One thing I learned from FOFOA (https://fofoa.blogspot.com/) was that we have too narrow of thinking when it comes to money. We want to limit ourselves to one kind of money for all timeframes. Hard money (savers like this) or easy money (debtors like this). The solution is to have both kinds of money freely valued against each other so savers can save without having their value inflated away, and debtors can go into debt or provide debt and inflate away that debt burden to decrease it and decrease the defaults that would occur under hard money only. The easy money is used as currency in the shorter time frames, and the hard money is used for longer term purposes, to preserve its value. Savers don’t need to monetize housing and stock assets and art and other assets, they can just save the hard money. Debtors don’t have to destroy the economy by continuing to create money out of thin air, they can create as much as they want without harming the savers.
Currently gold is valued at $42 or something ridiculous like that, on the asset side of US balance sheet. (Fed reserve or treasury, I can’t remember who holds it). If that price were allowed to mark to market, the story would be much different.

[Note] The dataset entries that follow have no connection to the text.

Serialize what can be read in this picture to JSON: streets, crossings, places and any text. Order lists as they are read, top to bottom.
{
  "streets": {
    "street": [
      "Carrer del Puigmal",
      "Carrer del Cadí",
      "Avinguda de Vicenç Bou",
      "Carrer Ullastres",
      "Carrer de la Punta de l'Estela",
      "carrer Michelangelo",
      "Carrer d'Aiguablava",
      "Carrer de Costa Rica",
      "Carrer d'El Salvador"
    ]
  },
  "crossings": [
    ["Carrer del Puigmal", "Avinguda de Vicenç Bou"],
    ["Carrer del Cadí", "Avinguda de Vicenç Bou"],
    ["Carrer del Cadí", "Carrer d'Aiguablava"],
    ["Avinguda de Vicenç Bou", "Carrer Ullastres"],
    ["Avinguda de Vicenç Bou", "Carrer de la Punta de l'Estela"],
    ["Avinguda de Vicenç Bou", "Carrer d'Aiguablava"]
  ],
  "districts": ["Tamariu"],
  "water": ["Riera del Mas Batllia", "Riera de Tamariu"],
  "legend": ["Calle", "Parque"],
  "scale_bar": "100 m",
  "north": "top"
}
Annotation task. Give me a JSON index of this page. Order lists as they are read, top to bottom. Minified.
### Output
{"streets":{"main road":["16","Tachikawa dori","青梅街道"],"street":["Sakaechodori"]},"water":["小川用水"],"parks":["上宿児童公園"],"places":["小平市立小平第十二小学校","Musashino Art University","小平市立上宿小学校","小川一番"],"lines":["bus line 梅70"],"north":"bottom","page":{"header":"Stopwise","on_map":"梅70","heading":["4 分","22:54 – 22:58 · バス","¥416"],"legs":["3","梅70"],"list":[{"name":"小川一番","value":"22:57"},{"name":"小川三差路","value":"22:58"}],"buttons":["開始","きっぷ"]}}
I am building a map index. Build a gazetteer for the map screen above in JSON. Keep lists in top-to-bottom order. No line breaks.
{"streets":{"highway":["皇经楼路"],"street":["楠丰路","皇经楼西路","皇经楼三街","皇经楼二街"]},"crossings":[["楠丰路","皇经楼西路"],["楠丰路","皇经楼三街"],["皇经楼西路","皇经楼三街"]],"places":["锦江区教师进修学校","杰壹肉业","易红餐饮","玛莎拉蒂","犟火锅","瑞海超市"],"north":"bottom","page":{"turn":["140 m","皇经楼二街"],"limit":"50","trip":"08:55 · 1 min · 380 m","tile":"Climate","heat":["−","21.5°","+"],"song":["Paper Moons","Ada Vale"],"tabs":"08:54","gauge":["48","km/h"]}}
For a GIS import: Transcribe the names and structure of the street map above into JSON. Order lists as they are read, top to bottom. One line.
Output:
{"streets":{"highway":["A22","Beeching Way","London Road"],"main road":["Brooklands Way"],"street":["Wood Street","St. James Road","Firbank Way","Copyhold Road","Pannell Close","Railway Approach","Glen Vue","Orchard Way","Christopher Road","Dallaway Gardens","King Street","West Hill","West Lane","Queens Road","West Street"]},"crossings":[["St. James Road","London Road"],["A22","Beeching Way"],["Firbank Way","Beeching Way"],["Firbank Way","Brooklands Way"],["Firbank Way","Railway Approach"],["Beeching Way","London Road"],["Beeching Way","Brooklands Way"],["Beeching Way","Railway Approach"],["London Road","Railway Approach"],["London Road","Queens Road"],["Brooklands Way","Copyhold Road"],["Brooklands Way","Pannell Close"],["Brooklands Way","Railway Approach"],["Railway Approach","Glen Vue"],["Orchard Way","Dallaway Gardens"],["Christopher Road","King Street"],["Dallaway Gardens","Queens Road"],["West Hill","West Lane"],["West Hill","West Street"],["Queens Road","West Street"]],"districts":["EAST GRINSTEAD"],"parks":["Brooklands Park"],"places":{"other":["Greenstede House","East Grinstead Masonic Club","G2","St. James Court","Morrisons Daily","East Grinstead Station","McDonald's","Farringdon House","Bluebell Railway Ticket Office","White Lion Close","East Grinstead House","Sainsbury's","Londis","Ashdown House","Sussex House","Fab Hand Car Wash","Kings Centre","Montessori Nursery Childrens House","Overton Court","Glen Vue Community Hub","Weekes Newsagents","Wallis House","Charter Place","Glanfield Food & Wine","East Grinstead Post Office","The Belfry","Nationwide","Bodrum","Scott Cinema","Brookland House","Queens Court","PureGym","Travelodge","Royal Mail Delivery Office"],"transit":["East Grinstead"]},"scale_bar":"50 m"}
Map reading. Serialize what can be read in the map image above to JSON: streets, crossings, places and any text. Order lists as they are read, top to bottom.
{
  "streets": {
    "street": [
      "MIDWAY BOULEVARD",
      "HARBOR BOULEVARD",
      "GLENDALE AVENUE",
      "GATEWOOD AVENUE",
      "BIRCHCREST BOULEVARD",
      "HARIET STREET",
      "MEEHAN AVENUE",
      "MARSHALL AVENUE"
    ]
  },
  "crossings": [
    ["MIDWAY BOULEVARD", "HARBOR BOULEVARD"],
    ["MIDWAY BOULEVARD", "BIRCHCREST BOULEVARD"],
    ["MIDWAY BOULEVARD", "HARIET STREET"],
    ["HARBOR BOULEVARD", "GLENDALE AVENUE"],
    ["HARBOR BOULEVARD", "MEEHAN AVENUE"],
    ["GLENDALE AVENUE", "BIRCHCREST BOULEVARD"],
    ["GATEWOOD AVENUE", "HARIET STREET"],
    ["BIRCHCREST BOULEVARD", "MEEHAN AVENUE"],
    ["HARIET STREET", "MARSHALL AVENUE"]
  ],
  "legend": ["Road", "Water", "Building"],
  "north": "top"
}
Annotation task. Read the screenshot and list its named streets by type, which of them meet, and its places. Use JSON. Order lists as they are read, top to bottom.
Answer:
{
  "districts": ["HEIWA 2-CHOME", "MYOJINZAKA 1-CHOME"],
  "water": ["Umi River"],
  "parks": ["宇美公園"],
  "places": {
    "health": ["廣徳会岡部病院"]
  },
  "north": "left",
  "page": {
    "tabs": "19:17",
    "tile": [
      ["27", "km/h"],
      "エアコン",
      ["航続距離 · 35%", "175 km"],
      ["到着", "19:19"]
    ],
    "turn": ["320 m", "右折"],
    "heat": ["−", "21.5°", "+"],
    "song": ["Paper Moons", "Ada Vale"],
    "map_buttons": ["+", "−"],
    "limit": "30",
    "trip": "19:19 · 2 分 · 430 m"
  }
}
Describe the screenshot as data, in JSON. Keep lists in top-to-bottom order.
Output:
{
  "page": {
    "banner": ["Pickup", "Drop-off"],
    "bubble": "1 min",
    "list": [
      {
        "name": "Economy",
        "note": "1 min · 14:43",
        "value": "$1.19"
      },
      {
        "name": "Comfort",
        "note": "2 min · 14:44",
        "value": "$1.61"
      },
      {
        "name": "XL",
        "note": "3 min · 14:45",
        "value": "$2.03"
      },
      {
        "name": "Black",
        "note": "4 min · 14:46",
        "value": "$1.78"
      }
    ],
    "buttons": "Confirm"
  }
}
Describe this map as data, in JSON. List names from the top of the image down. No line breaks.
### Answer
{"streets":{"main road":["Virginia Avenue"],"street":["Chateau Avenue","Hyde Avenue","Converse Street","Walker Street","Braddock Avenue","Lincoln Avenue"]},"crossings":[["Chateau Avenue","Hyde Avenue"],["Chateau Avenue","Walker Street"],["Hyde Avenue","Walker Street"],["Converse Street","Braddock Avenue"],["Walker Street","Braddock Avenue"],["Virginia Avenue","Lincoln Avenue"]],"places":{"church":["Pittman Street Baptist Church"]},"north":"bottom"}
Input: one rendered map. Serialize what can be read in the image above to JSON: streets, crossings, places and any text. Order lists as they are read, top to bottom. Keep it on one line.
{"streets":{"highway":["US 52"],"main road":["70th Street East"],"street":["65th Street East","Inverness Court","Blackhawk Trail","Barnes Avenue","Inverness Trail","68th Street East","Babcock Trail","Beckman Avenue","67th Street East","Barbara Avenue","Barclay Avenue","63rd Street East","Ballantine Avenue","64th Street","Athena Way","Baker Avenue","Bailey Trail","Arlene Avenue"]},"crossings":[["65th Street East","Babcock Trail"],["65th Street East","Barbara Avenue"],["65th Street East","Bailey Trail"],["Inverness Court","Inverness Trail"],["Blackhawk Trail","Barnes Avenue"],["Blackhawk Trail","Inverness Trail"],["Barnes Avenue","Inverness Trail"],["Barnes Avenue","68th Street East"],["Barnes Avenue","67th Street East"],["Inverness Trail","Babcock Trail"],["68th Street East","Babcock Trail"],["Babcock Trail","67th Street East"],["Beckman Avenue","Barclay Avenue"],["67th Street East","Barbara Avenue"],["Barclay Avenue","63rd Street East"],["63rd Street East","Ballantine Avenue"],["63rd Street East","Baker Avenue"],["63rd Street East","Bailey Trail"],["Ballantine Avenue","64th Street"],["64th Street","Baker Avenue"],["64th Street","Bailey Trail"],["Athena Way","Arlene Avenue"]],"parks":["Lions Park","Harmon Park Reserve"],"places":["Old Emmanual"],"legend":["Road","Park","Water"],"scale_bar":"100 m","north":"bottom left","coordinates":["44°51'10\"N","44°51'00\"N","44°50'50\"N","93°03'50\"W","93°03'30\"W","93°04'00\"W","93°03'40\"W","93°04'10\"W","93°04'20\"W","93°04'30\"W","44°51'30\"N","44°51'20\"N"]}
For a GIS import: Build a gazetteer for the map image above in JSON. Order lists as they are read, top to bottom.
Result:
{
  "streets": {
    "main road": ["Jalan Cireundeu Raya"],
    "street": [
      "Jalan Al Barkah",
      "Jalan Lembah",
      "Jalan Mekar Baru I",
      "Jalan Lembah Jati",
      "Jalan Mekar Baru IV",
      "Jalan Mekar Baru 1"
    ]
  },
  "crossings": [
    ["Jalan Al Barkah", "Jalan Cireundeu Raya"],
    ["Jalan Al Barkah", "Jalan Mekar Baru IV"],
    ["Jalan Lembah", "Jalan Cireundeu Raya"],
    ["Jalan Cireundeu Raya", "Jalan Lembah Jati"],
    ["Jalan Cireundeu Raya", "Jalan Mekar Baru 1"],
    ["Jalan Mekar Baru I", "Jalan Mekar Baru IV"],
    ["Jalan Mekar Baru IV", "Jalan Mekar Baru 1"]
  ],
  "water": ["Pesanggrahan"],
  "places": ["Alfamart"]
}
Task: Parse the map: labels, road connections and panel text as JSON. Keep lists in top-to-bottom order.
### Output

Also I don’t know how to handle the rehypothecation or paperization of the hard money, I get the sense it wouldn’t suppress the free market price in such a scenario.
These days the focal point store of value seems to be shifting away from gold and toward BTC, but the main premise remains, and some might argue the situation would be even stronger because BTC is even harder money than gold. Some might argue it’s too hard. But I don’t know what that argument would be.
Bottom line: a free market with debtor’s money and saver’s money would be a preferable system for longevity of a healthy economy.
Maybe I’m missing something though. Perhaps the debtors could still monetize the stocks and housing in a way that benefits them and harms the savers.